There have been three baronetcies created for persons with the surname Paget, all in the Baronetage of the United Kingdom, and a fourth created for the Bayly, which later became the Paget Baronetcy. As of 2016, two of the creations are extant.

The Paget Baronetcy, of Harewood Place in the County of Middlesex, was created in the Baronetage of the United Kingdom on 19 August 1871 for the surgeon and pathologist James Paget. The Right Reverend Francis Paget, second son of the first Baronet, was Bishop of Oxford. His son Sir Bernard Paget was a general in the British Army. The latter was the father of the fourth Baronet. Stephen Paget, another son of the first Baronet, was also a noted surgeon. As of 2016 the title is held by his great-great-grandson, the fifth Baronet, who succeeded his father, in 2016. The fourth baronet was a lieutenant-colonel in the British Army and author. He wrote The Yeoman of the Guard (1984), Second to none: the Coldstream Guards, 1650–2000 (2000), and a number of other military histories. He served in the Coldstream Guards from 1940 to 1968 and was a Gentleman Usher to Queen Elizabeth II from 1971 to 1991, and an Extra Gentleman Usher from 1991.

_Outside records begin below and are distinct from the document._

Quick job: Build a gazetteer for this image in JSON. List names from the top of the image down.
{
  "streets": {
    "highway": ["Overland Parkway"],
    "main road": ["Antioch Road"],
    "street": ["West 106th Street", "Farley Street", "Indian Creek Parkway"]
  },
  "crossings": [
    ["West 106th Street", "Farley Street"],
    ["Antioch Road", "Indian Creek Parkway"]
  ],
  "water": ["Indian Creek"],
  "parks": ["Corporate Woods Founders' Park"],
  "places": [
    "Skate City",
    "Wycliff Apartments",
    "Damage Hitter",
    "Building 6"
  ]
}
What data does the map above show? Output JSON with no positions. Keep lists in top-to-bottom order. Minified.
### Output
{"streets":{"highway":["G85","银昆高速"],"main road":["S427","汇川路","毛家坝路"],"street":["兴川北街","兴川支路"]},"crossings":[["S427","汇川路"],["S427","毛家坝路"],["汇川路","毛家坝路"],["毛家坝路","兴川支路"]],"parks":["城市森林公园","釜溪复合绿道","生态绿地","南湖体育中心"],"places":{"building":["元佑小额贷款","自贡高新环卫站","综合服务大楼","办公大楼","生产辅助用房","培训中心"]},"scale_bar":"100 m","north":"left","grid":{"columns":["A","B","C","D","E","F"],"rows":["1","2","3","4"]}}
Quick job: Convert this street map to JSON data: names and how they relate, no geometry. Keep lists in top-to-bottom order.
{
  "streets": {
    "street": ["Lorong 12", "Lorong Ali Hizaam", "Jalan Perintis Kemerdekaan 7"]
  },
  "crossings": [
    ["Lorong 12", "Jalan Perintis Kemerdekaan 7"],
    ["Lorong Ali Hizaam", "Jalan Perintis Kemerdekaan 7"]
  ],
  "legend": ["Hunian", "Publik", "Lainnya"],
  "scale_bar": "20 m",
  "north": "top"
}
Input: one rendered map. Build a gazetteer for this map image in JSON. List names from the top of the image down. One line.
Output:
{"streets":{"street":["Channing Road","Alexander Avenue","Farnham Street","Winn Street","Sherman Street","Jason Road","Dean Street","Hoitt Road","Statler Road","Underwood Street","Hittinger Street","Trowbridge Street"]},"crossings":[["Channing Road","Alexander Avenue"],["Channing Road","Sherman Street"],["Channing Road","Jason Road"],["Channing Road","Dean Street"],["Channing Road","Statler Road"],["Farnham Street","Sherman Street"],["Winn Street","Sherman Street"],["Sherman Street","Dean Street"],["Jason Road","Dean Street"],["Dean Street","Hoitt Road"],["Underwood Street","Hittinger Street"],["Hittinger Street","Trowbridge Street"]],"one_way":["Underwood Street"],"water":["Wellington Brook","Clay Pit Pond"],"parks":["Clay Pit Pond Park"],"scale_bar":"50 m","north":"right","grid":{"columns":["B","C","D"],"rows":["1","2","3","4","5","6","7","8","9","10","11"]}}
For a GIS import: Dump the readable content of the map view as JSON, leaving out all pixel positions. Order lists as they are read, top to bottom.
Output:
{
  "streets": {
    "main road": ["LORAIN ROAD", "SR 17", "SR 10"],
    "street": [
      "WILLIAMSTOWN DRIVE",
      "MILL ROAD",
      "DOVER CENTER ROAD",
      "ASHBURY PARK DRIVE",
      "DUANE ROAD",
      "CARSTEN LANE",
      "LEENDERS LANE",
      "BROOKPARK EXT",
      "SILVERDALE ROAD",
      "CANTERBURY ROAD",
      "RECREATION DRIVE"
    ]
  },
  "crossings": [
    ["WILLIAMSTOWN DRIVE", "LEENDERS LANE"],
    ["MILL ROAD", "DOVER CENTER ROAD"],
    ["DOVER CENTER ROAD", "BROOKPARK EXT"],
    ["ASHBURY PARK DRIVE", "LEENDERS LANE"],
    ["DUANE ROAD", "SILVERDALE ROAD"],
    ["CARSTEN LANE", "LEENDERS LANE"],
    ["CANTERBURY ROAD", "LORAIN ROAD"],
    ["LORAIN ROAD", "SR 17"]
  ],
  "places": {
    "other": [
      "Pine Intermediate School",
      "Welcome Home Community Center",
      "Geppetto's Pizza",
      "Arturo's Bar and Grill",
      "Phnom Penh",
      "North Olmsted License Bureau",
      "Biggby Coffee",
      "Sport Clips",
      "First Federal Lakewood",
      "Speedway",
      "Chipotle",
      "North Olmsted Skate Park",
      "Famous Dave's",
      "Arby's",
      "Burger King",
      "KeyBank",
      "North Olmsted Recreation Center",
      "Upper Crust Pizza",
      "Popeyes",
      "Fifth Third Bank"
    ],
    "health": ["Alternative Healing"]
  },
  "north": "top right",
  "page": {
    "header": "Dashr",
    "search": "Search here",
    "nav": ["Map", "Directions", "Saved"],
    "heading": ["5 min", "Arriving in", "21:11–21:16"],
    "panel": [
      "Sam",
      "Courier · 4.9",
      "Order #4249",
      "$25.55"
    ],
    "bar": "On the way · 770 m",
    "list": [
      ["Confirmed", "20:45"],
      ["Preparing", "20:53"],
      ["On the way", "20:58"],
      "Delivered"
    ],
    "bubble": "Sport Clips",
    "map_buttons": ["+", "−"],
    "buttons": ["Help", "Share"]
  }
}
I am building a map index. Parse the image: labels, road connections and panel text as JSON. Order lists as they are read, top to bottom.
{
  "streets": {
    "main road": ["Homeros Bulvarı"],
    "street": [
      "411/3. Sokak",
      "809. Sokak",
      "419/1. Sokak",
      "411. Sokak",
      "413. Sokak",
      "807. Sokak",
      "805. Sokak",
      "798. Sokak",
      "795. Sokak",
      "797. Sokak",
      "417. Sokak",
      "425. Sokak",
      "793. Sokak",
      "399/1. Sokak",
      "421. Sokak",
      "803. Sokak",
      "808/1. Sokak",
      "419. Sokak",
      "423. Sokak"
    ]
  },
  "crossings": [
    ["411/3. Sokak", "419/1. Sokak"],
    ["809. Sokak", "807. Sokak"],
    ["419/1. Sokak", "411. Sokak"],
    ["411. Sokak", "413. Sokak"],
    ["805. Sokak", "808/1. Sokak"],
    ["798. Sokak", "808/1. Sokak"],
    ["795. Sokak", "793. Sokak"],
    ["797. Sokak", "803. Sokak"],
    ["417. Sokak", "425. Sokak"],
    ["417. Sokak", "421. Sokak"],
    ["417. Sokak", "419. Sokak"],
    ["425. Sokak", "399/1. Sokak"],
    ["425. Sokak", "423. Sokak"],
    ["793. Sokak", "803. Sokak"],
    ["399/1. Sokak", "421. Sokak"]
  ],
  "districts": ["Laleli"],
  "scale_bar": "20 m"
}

The Paget Baronetcy, of Cranmore Hall in the parish of East Cranmore in the County of Somerset, was created in the Baronetage of the United Kingdom on 6 March 1886 for the Conservative politician Richard Paget. The second Baronet was married to Lady Muriel Paget, and had issue, including the third Baronet. He was also a great-grandfather of the actress Anna Chancellor through his daughter Sylvia, Lady Chancellor (wife of Christopher Chancellor) and her elder son John.

The Paget Baronetcy, of Sutton Bonington in the County of Nottingham, was created in the Baronetage of the United Kingdom on 25 September 1897 Ernest Paget, Chairman of the Midland Railway. The second Baronet was a locomotive engineer and railway administrator. The title became extinct on his death in 1936.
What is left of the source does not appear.